CONSENSUS VS. CONSISTENCY

CONSENSUS VS. CONSISTENCY

BY MARK CHUBB

Consistency is vastly overrated. Treating everyone alike has never been a principal tenet of our legal, social, economic, and political systems in America, yet we seem to be pursuing equality, consistency, and uniformity today as if they themselves were ends and not means. Nowhere is this more evident than in the codes and standards system, where quality, rationality, and reasonableness–significantly more important values–are threatened by the efforts of a few organizations and individuals within our profession to use the system to impose their beliefs on others.

The United States has developed a unique system for producing model safety regulations in the private sector for adoption by state and local governments. Notwithstanding the 10th Amendment to the U.S. Constitution and potential for interstate commerce and appropriations leverage, Congress and federal agencies alike have all but conceded, in light of the success of this system, the realms of building and fire safety regulation. We should be proud of this but must be careful not to take advantage of it.

For more than 100 years, the nation`s codes and standards organizations have employed and refined procedures designed to promote efficiency, effectiveness, equity, and economy in the development of safety codes and standards. To the extent that these processes produce regulatory uniformity or interpretive consistency, they are by-products–not precepts–of a well-crafted system.

In a nation with no federal police power governing health, safety, and welfare–that`s right, folks, federal safety regulations are intended to promote interstate commerce or are enacted to protect federal appropriations–try to imagine the chaos and inefficiency if all 50 states, 3,000 counties, 30,000 localities, and who knows how many special districts all devised and enforced their own unique safety regulations. Competing and conflicting regulations would only be the tip of the iceberg. How many communities have the expertise to develop all of the safety codes and standards they need? Even the most conceited regulator must concede that he does not know everything. Right?

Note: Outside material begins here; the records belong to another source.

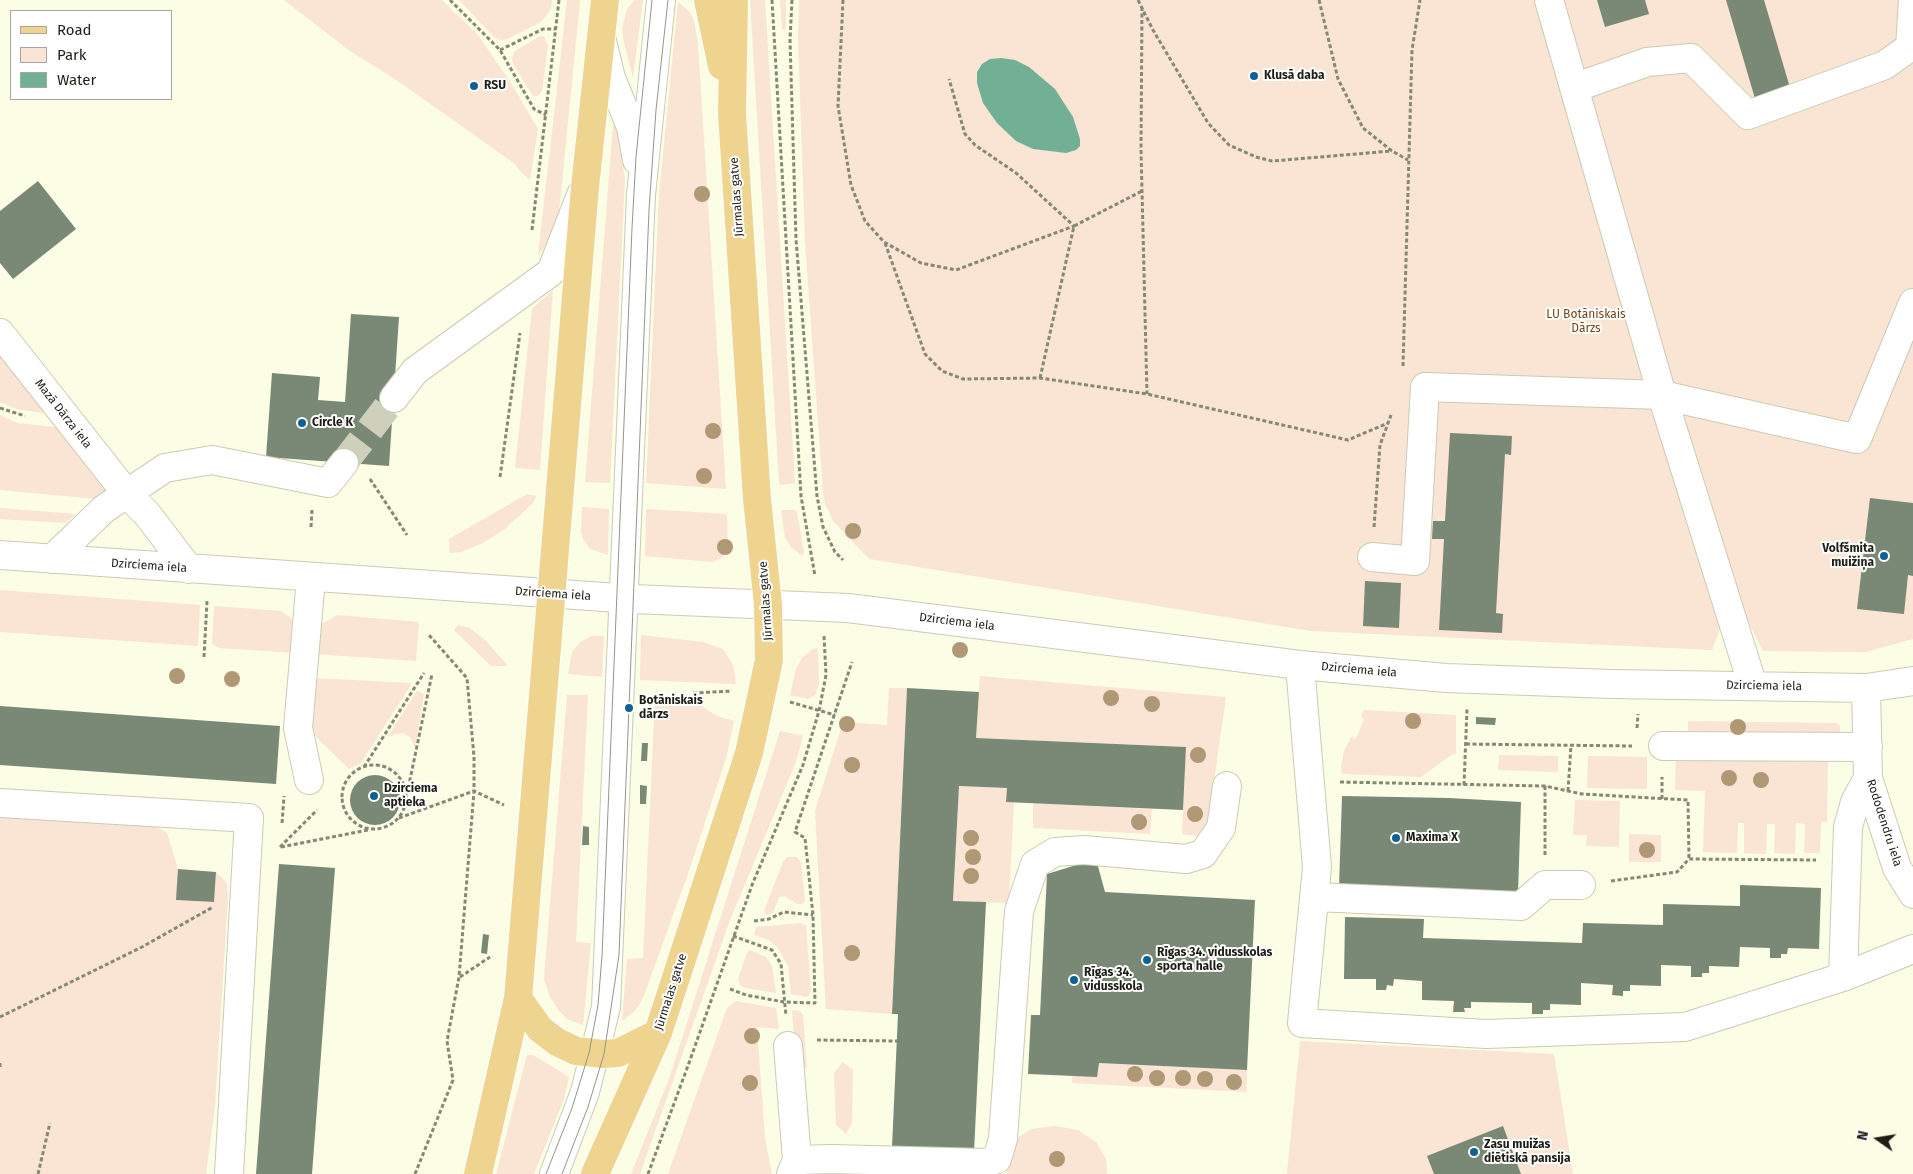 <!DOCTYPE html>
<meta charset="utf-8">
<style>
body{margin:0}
#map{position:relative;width:1913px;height:1174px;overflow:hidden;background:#fbfde5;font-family:"Fira Sans",sans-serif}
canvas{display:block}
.legend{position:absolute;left:10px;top:10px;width:162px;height:90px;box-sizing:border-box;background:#fff;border:1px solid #a5a5a1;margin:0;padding:6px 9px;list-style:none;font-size:15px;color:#1d1e15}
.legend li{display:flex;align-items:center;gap:10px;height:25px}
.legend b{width:25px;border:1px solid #a5a5a1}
.north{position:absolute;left:1853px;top:1114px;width:50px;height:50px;-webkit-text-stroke:4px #fff;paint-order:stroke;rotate:283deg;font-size:14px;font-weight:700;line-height:20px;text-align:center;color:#1d1e15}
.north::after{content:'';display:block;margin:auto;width:18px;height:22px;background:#1d1e15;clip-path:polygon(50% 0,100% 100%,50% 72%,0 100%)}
</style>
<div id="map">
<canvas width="1913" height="1174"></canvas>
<ul class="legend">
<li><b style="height:6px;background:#efd490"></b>Road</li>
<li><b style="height:14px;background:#fae4d3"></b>Park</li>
<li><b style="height:14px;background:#72b095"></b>Water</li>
</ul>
<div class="north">N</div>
</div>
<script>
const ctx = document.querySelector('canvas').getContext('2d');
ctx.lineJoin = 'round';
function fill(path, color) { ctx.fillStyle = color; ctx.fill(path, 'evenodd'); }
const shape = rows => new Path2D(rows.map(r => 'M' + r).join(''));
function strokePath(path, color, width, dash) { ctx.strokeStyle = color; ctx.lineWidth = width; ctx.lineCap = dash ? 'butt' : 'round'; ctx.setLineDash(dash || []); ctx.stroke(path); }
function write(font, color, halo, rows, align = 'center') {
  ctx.font = font + ' "Fira Sans",sans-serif'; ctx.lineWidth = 4; ctx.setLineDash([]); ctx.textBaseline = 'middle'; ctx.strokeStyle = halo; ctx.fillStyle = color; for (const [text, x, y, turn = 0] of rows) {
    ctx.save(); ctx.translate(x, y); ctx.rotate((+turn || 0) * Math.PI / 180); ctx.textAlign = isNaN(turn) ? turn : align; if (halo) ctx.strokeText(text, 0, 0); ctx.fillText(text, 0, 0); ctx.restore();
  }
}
fill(shape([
 [284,0,442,0,478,35,511,83,538,129,530,180,520,171,515,164,398,81,350,51],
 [459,0,552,0,551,9,541,22,508,39,501,40,494,37],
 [567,0,580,0,560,203,556,225,551,240,538,255],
 [635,0,643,0,633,78,624,43,622,28,627,9],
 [750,0,765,0,795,483,782,485,779,483],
 [780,0,786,0,786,29,782,29],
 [799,0,1913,0,1913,639,1866,652,1763,651,1744,613,1722,624,1712,650,1311,631,869,559,833,521,825,504,823,491,805,242,798,39],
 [678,2,690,12,694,21,698,44,726,489,646,483,659,194],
 [544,36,548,46,542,91,538,96,533,96,513,64,512,58,515,51,538,37],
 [613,125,618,129,625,180,610,483,585,482],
 [553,290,540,470,515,468,532,309],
 [0,353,49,414,16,409,0,402],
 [0,415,17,423,65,428,108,488,107,500,0,490],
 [527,494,536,496,534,502,505,529,481,544,461,552,450,553,449,539],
 [582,507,609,509,608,555,590,549,583,539,581,532],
 [0,508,76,514,65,523,0,519],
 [646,509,727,514,728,550,722,558,712,562,645,556],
 [781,510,794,510,797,512,804,552,802,556,791,547,785,538],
 [0,590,200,605,198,646,0,632],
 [214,606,281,611,291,618,297,631,296,653,219,648,212,644],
 [337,615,419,622,416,661,314,654,320,625],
 [458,625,470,628,485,640,508,666,491,666,454,630],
 [641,635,703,642,723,649,733,665,736,684,640,680],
 [591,636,604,636,602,677,568,674,572,652,580,642],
 [818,648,819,684,815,695,808,699,790,695,796,669,802,658,813,649],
 [980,676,1226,697,1206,837,1182,834,1186,747,976,738],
 [312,678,412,683,361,763,349,769,311,732],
 [889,688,907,688,892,1014,826,1009,815,811,843,722,887,725],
 [417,691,424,694,415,748,411,738,403,733,388,736],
 [567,695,588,695,576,942,591,943,583,1025,567,1019,559,1011,550,997,544,979],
 [655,699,677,699,696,702,717,716,734,721,727,755,689,871,643,998,635,1011,622,1021,627,959,643,958],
 [1364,710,1456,715,1456,754,1451,755,1421,777,1342,774,1341,768,1344,751,1351,737,1356,739,1364,719,1361,717],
 [1688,721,1837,723,1840,726,1840,734,1688,733],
 [780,731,803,736,796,762,730,920,640,1174,631,1174,669,1079],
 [1499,755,1558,756,1558,772,1498,770],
 [1588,756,1647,757,1647,789,1587,788],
 [1676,757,1828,761,1827,822,1821,822,1820,853,1804,853,1805,824,1796,823,1795,854,1774,853,1775,824,1767,824,1766,854,1744,853,1744,823,1738,823,1737,853,1703,852,1705,791,1675,790],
 [959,786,1007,788,1006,801,1014,802,1009,903,953,901],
 [1575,800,1620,801,1619,847,1586,846,1587,835,1573,835],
 [1033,803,1152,809,1150,834,1033,828],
 [0,814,152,824,167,833,178,869,177,900,214,902,216,872,227,883,228,896,215,1107,206,1174,0,1174],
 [1629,834,1661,835,1661,862,1629,862],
 [787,857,797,857,801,862,805,901,802,904,797,904,784,896,779,897,773,913,766,915,764,911,783,862],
 [801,923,806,926,811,991,809,996,806,997,791,994,788,966,777,947,769,940,754,935,756,927],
 [750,950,766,957,772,966,776,993,745,988,740,985,738,979,747,952],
 [736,1001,776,1008,779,1029,757,1027,765,1138,772,1174,668,1174,727,1008],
 [792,1010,800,1011,803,1015,807,1068,802,1070,796,1065],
 [1300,1041,1554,1054,1573,1174,1287,1174],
 [527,1055,533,1055,569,1077,564,1099,534,1174,496,1174],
 [843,1062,853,1070,852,1123,846,1134,836,1125,834,1073],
 [1099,1063,1247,1070,1247,1092,1072,1083,1072,1076],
 [1055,1126,1078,1130,1096,1142,1106,1159,1107,1174,1007,1174,1008,1155,1015,1140,1031,1129]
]), '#fae4d3');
fill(shape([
 [1001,58,1015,60,1029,67,1055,89,1073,117,1080,139,1080,146,1076,150,1066,153,1033,149,1016,141,997,123,983,103,977,83,977,72,982,64,990,59]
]), '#72b095');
fill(shape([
 [1597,0,1645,0,1649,14,1605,27],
 [1726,0,1764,0,1791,91,1756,102],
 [38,181,76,229,13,279,0,263,0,211],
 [351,314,399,317,389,466,266,457,272,373,320,377,318,400,345,402],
 [1450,433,1512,436,1511,455,1505,454,1496,613,1503,614,1502,633,1439,630,1444,539,1432,539,1433,521,1445,521],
 [1870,498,1913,503,1913,576,1908,575,1904,614,1857,609],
 [1365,581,1401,583,1399,628,1363,626],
 [907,688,979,692,976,738,1186,747,1183,810,1006,802,1007,788,959,786,953,901,986,902,974,1152,892,1147,898,1014,892,1014],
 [0,706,280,726,276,784,0,765],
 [1476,717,1496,718,1495,725,1476,724],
 [642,743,648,743,647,761,641,761],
 '350 800a25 25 0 1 1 50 0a25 25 0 1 1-50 0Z',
 [640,785,647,786,646,804,640,804],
 [1342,796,1449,798,1521,802,1518,893,1339,887],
 [583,826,589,827,589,845,582,845],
 [1096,859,1105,892,1255,900,1247,1070,1099,1063,1097,1077,1028,1074,1031,1015,1040,1015,1047,874],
 [279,864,335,868,312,1174,256,1174],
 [178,869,216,872,214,902,176,900],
 [1740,885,1821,888,1819,949,1788,948,1787,954,1781,954,1781,958,1770,958,1770,948,1740,947,1739,967,1709,966,1709,973,1702,973,1702,977,1691,977,1691,966,1661,965,1661,986,1630,985,1630,991,1623,991,1623,996,1612,995,1613,985,1581,983,1581,1005,1550,1004,1550,1010,1543,1010,1543,1014,1532,1014,1532,1003,1471,1002,1471,1008,1464,1008,1465,1012,1453,1012,1454,1001,1422,1000,1422,981,1394,979,1393,986,1387,985,1386,990,1376,990,1376,979,1344,979,1345,917,1424,919,1423,938,1582,943,1583,923,1663,925,1663,904,1740,906],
 [483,934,489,935,487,954,481,953],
 [1503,1126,1521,1174,1434,1174,1427,1156]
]), '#7a8876');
strokePath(shape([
 [344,463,394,398]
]), '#cfd0bb', 28, [28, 14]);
const minor = shape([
 [1549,0,1662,395,1753,686],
 [602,41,611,78,631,127,637,160],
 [1574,88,1647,62,1691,58,1748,115,1885,65,1910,47,1913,0],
 [0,333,127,494,147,514,189,569],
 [394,398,415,371,551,272,581,195],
 [0,555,633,599,848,608,1300,665,1446,678,1611,684,1866,688,1913,681],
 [1372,557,1415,561,1425,387,1662,395,1857,439,1913,303],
 [52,559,104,509,165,468,212,460,328,483,344,463],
 [1300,665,1317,867,1302,1023,1486,1034,1685,1027,1843,977,1913,949],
 [1866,688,1868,778,1897,868,1913,894],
 [1663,746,1868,747],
 [309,780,298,728,311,578],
 [0,803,249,818,229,1174],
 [1315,897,1521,906,1545,885,1581,885],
 [1843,977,1848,827,1855,802,1868,778],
 [788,1046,797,1160,791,1174],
 [797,1160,832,1159,986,1163,997,1159,1003,1139,1019,911,1035,864,1055,852,1084,850,1186,859,1203,854,1221,828,1227,786],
 [554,1174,585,1092,606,1007,641,195,661,0]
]);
const major = shape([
 [708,0,722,66],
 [518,998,540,1029,557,1042,576,1051,604,1054,618,1053,658,1033],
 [478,1174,518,998,585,187,605,0],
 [595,1174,658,1033,749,753,769,660,768,605,757,499,732,114,734,0]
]);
strokePath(minor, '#c9ccb5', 30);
strokePath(major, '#fff', 30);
strokePath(shape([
 [450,0,500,50,534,109,546,115],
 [772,0,801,496,815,576],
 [792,0,790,40,796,239,817,496,823,527,835,552,843,560],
 [843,0,838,106,851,185,865,221,884,242,921,263,956,270,1074,226,1016,173,975,145,965,134,949,79],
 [1138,0,1153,30,1208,123,1229,145,1256,157,1272,161,1392,151],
 [1319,0,1338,79,1363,128,1392,151,1408,160],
 [1142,7,1141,150,1147,394],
 [500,50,543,29,556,29],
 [532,230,559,0],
 [885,243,925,354,942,371,963,379,1040,378,1147,394,1348,440,1388,423],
 [1403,366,1412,50,1420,0],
 [1040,378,1074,226,1142,191],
 [0,408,25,416],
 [500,477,520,333],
 [370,479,407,535],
 [311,527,312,510],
 [1374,527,1380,445,1391,415],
 [204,657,207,601],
 [693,693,732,691],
 [790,702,835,715],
 [1637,728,1638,714],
 [1466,744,1632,746],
 '342 797a32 32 0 1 1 64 0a32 32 0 1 1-64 0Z',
 [364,767,424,673],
 [1340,782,1545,786,1582,794,1688,800,1689,859],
 [1464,785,1467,709],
 [1568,791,1571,745],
 [407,794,432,674],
 [1662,799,1662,777],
 [399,818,474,791,504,805],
 [282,823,284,796],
 [280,847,317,810],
 [281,847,368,830],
 [1545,855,1545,786],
 [1611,881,1677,872,1689,859,1816,860],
 [754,921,769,919,784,912,813,915],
 [733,936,772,950,781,964,786,1016],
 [460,977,490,957],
 [730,989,746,995,784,1002,815,1003,813,915,805,838,795,832,852,662],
 [0,1017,142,947,213,907],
 [817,1040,897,1041],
 [0,1063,0,1069],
 [38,1174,50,1123],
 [415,1174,453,1080,447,1041,459,977,474,791,474,757,467,678,428,634],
 [648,1174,689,1063,752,885,803,765,819,711,826,675,824,636]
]), '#858777', 3, [4, 2.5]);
strokePath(minor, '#fff', 28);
strokePath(major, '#efd490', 28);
strokePath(shape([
 [546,1174,572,1108,589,1053,598,1005,602,956,632,228,636,157,652,0],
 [562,1174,588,1107,604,1054,619,955,649,210,656,110,668,0]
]), '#959685', 1);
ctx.fillStyle = '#b09875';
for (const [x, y] of [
 [702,194],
 [713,431],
 [704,476],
 [853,531],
 [725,547],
 [960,650],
 [177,676],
 [232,679],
 [1111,698],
 [1152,704],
 [1413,721],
 [847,724],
 [1738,727],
 [1198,755],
 [852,765],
 [1729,778],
 [1761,780],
 [1195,814],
 [1139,822],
 [971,838],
 [1647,850],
 [973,857],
 [971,876],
 [852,953],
 [752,1036],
 [1135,1074],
 [1157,1078],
 [1183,1078],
 [1205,1079],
 [1234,1082],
 [750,1083],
 [1057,1159]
]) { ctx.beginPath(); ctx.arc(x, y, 8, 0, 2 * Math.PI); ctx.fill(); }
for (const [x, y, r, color] of [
 [1254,76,5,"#116092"],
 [474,86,5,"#116092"],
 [302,423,5,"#116092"],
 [1884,556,5,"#116092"],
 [629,708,5,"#116092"],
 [374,796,5,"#116092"],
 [1396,838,5,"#116092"],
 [1147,960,5,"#116092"],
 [1074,980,5,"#116092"],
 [1474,1152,5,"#116092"]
]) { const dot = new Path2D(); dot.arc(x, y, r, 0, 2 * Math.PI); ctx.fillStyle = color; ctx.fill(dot); strokePath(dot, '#fff', 2); }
write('bold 12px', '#1d1e15', '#fff', [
 ["Klusā daba",1264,76],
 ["RSU",484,86],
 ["Circle K",312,423],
 ["Volfšmita",1874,549,"right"],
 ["muižiņa",1874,563,"right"],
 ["Botāniskais",639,701],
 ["dārzs",639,715],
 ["Dzirciema",384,789],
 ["aptieka",384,803],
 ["Maxima X",1406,838],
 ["Rīgas 34. vidusskolas",1157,953],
 ["sporta halle",1157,967],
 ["Rīgas 34.",1084,973],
 ["vidusskola",1084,987],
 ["Zasu muižas",1484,1145],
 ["diētiskā pansija",1484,1159]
], 'left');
write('12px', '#1d1e15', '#fff', [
 ["Jūrmalas gatve",737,197,-94],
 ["Mazā Dārza iela",63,414,52],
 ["Dzirciema iela",149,566,4],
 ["Dzirciema iela",553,594,4],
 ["Jūrmalas gatve",766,601,-94],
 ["Dzirciema iela",957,622,7],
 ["Dzirciema iela",1359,670,5],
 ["Dzirciema iela",1764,686,1],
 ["Rododendru iela",1884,823,72],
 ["Jūrmalas gatve",671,992,-72]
]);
write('12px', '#72451a', '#fff', [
 ["LU Botāniskais",1586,315],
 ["Dārzs",1586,329]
]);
</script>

Regulatory effectiveness depends on the ability of codes and standards to satisfy the needs of communities in ways consistent with their values. The fact that regulators are losing the support of the regulated should come as no surprise considering the apparent contempt with which the former seems to regard the latter. Concern that private interests could co-opt the codes and standards system has been used to justify competition among codes and standards organizations and coercive tactics by proponents in codes and standards proceedings.

The aim of the carefully crafted and balanced process of developing codes and standards has been to promote equity through consensus among all interested and affected parties concerning safety standards. Although not all codes and standards organizations employ an open consensus process, all provide opportunities for open debate, public review and comment, and full disclosure of the reasons for their actions. Undercutting or avoiding consensus yields nothing but conflict.

The cost of duplicative, conflicting, and competing regulations could be staggering. Complaints about the competitive disadvantages of overregulation already abound. Two recent and immensely popular books–The Death of Common Sense: How Law Is Suffocating America (Howard, Philip K., New York: Random House, 1995) and Meltdown on Main Street: How Government Is Obstructing Small Business in America (Lesher, Richard, New York: Plume, 1997)–argue for regulatory reform. Their calls are echoed by others such as David Osborne and Michael Barzelay, who advocate reinventing or reengineering our government institutions, including the way we regulate (Osborne, David and Peter Plastrik, Banishing Bureaucracy, New York: Addison-Wesley, 1997; Osborne, David and Ted Gaebler, Reinventing Government, New York: Addison-Wesley, 1992; and Barzelay, Michael, Breaking Through Bureaucracy, Berkeley, CA: University of California Press, 1992).

If you have not heard these arguments before, you are part of the problem. The message should be clear enough by now: The regulated don`t care for the regulators either. Mistrust of government and government officials has become a national epidemic, and the disease is now infecting the institutions that develop our codes and standards. Instead of treating citizens, including corporations, like customers, we must recognize that they are the owners. Rather than selling them what we produce, we should be producing what they want: codes and standards that reflect the values of safety, quality, credibility, reliability, and accountability as recognized and expressed by the consensus of the governed.

The late Howard Boyd, former Nashville, Tennessee, fire marshal, a past president of the Fire Marshals Association of North America, and an ordained minister in the United Church of Christ, commented in 1994 to a group of fire marshals discussing efforts to pursue a single code, “If one book (code) were the answer, then we wouldn`t have Baptists, Methodists, Episcopalians, Catholics ….” His argument was simple: Competence, not consistency, wins the day. We do not have to make everyone like us to make a difference. Besides, it would be a pretty boring world if we all agreed and acted alike.

God bless Howard for his insight. I know he is fighting fires in the hereafter just as fiercely as he did here. Now it`s time for us to fight the fires of dissent, conceit, and contempt and get about the business he worked so hard at for so long–promoting reasonable, responsible, and effective fire safety standards in our communities.

MARK CHUBB is fire code coordinator for the Southeastern Association of Fire Chiefs in Birmingham, Alabama. He is also a member of the Fire Engineering editorial advisory board.